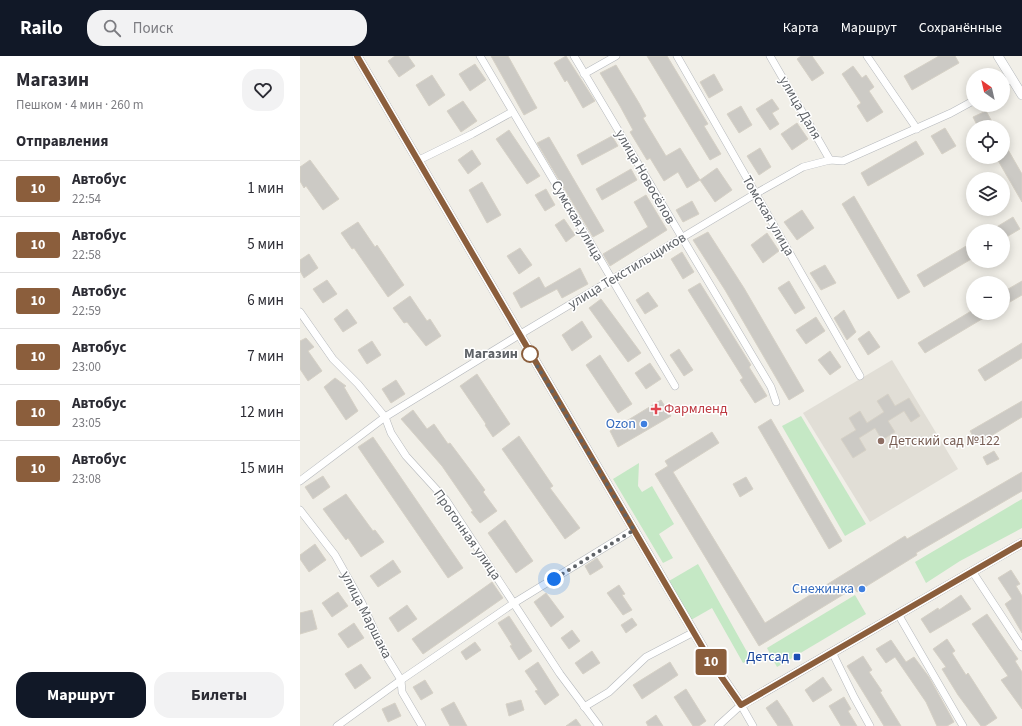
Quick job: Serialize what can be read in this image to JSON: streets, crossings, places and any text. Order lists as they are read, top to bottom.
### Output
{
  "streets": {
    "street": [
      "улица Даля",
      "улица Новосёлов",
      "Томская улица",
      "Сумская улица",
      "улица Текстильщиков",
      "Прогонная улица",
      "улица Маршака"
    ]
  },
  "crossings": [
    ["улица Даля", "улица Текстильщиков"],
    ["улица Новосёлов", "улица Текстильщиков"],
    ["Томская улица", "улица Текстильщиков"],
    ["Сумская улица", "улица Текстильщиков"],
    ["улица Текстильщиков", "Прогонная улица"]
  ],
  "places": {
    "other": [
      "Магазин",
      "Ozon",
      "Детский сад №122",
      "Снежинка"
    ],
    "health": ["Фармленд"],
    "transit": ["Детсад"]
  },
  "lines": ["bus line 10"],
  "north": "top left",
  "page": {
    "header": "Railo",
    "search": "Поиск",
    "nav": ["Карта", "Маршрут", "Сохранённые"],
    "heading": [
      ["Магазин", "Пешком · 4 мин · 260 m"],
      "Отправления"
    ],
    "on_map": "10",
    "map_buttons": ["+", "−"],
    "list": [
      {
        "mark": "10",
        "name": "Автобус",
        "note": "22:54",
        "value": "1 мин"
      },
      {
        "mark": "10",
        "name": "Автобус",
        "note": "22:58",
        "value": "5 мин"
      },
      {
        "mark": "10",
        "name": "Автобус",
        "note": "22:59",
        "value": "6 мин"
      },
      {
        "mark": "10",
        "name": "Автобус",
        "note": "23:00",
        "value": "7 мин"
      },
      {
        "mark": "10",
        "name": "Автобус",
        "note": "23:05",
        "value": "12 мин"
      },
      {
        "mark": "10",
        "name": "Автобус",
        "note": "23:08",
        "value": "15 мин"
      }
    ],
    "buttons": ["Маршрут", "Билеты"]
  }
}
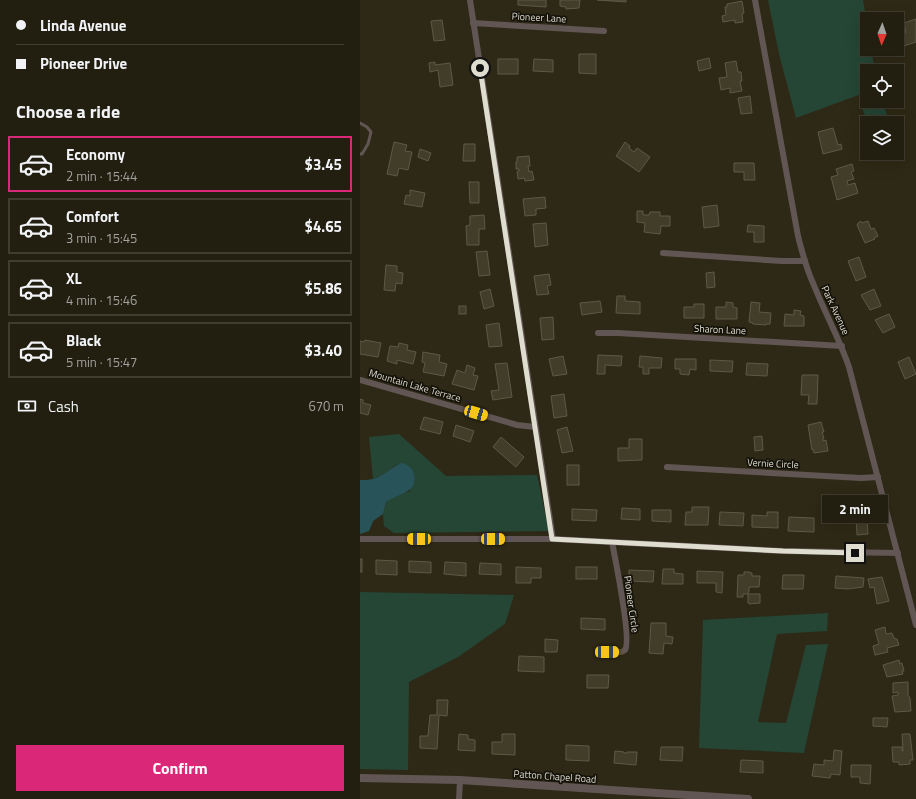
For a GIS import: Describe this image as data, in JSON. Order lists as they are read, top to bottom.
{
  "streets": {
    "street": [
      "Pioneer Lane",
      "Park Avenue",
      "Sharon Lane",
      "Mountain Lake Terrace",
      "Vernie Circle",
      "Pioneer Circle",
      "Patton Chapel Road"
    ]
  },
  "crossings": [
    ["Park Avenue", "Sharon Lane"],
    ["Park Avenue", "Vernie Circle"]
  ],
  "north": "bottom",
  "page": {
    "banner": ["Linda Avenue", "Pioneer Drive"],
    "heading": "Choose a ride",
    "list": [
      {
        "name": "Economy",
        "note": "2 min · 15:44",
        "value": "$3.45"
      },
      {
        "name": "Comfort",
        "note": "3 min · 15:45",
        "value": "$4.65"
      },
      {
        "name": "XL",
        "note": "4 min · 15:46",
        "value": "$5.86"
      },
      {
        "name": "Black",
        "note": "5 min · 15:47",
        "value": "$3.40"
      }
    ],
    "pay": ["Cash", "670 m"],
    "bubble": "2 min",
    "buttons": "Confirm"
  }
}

◆ **Task directions**: From the data above, count the lines that hold the string "Pioneer". Reply with only that number.

◆ **Output for this exercise**: 3